Benny Chan delivers some spectacular blockbuster thrills soaked in old school stylings with the thoroughly entertaining ‘Call of Heroes’. The director of action greats such as ‘Who Am I?’, ‘Invisible Target’ and ‘Shaolin’ crafts a thrilling martial arts spectacle without forgoing character, drama and some finely tuned tension. Proceedings kick off with school teacher Bai Ling (Jiang Shuying) fleeing her destroyed town with her young students in tow. Run out of their town by a marauding Warlords’s bloodthirsty son Cao Shaolun (Louis Koo), Bai and her students eventually end up in the town of Pucheng. While they are safely welcomed into the town, Cao Shaolun is hot on their tail (not wanting to let anyone escape from his murderous ways) and after a shocking moment of violence, the evil would be despot is incarcerated by the town’s Sherriff (Lau Ching-Wan). However, with Cao Shaolun’s army not far behind (who are desperate to bust him out) and with Pucheng severally lacking in defensive numbers (with their armed forces off fighting the war), a battle of wills erupts between the Sherriff and his prisoner as the town struggles to hold together under Shaolun’s manipulative games.

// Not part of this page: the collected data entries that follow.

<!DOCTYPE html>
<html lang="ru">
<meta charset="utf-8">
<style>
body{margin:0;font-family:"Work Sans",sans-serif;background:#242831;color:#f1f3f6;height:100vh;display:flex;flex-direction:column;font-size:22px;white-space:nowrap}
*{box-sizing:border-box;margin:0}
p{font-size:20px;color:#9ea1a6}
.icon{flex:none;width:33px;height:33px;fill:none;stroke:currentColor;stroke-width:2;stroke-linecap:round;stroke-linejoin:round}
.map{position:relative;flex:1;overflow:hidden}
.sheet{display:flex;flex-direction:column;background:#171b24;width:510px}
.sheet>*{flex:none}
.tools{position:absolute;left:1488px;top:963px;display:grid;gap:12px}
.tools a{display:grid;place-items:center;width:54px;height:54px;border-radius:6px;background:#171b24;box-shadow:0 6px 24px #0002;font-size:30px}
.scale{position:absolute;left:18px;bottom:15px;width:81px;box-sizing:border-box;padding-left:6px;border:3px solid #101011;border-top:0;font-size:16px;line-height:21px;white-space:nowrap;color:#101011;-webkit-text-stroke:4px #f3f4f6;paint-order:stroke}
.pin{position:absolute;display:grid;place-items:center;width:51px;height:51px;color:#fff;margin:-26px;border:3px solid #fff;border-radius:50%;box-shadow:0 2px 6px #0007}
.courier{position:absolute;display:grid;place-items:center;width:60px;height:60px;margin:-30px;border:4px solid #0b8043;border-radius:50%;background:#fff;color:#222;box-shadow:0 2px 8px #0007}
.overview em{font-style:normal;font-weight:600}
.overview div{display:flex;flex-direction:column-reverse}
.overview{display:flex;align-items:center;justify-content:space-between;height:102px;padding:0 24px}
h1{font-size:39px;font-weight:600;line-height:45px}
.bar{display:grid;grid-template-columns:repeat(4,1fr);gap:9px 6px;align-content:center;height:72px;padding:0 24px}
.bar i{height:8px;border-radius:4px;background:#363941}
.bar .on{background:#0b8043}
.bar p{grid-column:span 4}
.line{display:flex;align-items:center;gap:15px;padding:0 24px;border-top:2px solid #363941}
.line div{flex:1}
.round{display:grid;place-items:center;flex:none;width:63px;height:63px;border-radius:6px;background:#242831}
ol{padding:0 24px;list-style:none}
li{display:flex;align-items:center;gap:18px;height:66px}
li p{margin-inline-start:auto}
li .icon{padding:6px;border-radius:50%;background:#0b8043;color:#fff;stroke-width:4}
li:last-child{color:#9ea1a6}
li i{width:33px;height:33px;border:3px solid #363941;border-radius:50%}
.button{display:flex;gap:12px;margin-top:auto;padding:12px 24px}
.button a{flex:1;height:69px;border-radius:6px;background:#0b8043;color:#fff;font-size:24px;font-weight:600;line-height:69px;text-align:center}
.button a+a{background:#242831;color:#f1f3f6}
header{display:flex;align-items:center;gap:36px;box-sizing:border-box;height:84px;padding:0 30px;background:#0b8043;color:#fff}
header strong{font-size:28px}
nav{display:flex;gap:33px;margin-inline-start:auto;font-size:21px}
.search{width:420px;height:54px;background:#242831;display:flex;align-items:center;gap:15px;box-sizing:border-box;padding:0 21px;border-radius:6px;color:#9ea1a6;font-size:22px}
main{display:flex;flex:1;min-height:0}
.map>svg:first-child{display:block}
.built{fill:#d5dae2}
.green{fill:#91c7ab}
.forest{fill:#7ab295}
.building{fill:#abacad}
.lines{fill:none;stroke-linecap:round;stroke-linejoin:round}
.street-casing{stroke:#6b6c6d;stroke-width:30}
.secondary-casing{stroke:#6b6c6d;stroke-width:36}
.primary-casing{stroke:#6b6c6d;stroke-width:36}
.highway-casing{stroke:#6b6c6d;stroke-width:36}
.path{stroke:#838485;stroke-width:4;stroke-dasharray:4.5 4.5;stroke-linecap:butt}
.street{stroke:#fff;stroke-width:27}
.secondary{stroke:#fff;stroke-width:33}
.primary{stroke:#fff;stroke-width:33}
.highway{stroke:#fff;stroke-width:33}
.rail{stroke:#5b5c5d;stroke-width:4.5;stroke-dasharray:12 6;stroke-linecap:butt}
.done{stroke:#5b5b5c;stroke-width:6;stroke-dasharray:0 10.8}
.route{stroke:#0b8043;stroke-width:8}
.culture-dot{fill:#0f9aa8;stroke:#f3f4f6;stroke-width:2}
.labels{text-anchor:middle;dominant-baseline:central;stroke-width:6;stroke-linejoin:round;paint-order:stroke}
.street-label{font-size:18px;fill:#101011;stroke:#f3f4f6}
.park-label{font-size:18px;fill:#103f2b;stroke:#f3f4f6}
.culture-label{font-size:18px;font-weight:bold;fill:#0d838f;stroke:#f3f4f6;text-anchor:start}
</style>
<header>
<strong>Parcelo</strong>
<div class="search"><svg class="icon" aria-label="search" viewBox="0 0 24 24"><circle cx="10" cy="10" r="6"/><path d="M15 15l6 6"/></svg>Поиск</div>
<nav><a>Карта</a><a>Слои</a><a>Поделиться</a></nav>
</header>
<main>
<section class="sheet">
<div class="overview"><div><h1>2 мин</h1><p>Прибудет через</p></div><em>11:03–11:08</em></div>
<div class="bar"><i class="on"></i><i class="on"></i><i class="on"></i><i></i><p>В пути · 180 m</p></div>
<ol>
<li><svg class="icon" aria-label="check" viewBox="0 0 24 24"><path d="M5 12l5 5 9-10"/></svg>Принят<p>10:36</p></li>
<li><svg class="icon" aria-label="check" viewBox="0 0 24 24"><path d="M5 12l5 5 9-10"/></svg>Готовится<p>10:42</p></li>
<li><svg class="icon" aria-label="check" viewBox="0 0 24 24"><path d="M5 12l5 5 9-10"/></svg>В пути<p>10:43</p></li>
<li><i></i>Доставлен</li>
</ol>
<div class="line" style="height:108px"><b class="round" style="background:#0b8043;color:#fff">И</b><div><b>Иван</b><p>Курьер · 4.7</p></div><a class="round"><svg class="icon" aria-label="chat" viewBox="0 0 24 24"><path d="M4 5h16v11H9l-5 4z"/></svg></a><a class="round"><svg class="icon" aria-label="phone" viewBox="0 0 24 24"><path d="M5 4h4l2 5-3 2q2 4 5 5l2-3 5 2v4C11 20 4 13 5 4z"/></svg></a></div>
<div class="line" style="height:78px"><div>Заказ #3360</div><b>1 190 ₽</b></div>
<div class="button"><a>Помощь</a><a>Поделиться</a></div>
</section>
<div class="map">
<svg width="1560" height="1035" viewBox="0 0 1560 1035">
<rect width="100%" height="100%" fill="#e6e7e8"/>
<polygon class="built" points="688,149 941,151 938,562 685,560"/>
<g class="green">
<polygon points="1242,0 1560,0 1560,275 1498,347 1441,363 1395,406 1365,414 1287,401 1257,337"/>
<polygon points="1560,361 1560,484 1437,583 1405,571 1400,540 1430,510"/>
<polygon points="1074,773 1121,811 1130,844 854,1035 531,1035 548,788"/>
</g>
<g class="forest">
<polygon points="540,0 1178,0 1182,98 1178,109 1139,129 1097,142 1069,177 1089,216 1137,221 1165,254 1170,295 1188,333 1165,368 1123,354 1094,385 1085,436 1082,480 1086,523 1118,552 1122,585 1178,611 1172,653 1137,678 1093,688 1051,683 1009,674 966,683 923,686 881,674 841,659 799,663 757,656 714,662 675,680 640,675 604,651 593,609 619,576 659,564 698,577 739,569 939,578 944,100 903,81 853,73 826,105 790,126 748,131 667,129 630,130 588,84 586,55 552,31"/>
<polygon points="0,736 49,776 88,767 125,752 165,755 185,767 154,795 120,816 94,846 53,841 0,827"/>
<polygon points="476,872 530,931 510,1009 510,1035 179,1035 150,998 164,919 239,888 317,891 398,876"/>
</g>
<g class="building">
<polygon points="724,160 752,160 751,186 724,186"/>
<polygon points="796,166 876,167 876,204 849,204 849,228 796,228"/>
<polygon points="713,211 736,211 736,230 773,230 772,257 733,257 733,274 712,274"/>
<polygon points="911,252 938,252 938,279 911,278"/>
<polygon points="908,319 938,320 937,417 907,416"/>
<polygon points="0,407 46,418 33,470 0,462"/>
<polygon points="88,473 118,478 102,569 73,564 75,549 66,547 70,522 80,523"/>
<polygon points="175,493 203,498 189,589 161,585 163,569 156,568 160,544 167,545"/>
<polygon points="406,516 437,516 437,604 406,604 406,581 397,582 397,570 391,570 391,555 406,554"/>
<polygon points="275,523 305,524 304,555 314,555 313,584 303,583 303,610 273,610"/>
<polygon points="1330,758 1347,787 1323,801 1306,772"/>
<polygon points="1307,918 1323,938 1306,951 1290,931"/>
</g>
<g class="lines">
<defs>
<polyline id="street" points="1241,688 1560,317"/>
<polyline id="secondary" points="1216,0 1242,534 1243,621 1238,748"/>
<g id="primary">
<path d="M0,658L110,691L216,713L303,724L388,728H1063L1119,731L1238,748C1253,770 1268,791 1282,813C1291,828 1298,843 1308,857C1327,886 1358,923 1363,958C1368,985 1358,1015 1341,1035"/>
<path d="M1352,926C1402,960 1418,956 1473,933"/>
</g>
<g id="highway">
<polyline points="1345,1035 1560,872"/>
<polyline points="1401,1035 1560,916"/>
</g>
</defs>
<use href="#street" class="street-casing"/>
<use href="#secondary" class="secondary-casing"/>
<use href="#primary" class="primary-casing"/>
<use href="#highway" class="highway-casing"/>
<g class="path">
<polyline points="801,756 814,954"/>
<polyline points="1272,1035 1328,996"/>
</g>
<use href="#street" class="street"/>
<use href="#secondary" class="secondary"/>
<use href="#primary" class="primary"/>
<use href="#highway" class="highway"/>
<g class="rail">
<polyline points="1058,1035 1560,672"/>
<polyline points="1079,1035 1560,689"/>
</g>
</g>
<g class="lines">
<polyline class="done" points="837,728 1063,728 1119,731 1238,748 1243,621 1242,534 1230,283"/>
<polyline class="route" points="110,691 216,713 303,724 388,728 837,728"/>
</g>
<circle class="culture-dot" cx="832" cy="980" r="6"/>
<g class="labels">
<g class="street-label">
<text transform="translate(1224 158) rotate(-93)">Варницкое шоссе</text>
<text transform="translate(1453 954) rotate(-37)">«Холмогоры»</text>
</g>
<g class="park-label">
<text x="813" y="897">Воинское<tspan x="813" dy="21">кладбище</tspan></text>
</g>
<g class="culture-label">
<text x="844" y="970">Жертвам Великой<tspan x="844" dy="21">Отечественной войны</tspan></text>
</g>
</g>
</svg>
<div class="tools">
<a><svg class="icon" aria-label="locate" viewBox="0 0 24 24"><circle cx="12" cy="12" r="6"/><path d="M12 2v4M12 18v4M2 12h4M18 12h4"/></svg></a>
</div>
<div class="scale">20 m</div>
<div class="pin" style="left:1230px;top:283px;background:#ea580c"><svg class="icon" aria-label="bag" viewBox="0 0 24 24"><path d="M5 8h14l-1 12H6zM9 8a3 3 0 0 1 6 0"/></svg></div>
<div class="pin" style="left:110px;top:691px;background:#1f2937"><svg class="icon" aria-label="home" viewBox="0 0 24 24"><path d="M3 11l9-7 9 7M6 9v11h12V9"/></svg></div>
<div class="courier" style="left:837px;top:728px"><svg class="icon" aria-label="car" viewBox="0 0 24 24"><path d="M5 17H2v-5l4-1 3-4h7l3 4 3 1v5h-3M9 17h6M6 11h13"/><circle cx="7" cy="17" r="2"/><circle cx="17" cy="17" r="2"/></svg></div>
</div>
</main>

What follows is essentially a siege film, as the villagers contemplate what to do with their prisoner. Thrown into the mix is Eddie Peng’s wandering warrior who may have ties to Shaolun’s army and who finds himself mixed up in all the conflict, the film opening with a fantastic bout of kung fu action as he takes out some would be robbers in a local tavern. Benny Chan then slows the action down to build the story and character as we the viewer get to know the villagers and the extent of Cao Shaolun’s evilness. Shaolun’s men want to rescue him outright, while Shaolun wants’ to play a game with the Sherriff forcing him to release him against his will. This leads to some tense back and forth between the villagers and the Sherriff, Shaolun and the Sherriff, and Shaolun and his own men. Violent confrontations erupt, Shaolun becomes more unhinged and the Sherriff fights to keep control of his town. As well as delivering all the impressively staged action you would want from a Benny Chan film, the director also expertly builds tension through a combination of great acting, subtle music and spot on pacing which balances the drama and tension with the huge action perfectly.

Eschewing boatloads of CGI (at least until the final hurdle when it can’t help but rear its ugly head!), Chan goes for a distinctive old school feel with his action. While wirework is present the action and fights scenes are satisfyingly grounded and welcomingly sustained all overseen by action maestro Sammo Hung. Highlights include a night time raid on the village (which features some impressive weapons fighting) and an extended fight on a dangerous bridge where the Sherriff inventively uses a whip to fight a horde of turncoat enforcers. Chan is also not adverse to the odd moment of brutality. While the film’s overall look and action design is blockbuster slick, there are several moments of alarmingly brutal violence reminding one of the severe nature of protagonist’s predicament and the truly vile nature of Cao Shaolun. Louis Koo goes full tilt as the main antagonist, his shockingly violent nature keeping his pantomime villain antics in check and making him a formidable foe. Leads Lau Ching-Wan and Eddie Pang make for solid antagonists who are more believable than your usual daring-do heroes, Lau’s Sherriff refreshingly doubting whether he has the situation fully in hand.

Not much more to say really, other than ‘Call of Heroes’ is a fine slice of blockbusting martial arts that harkens back to an earlier era. Superbly paced, mounted and executed, one should simply sit back and enjoy this kung fu spectacle.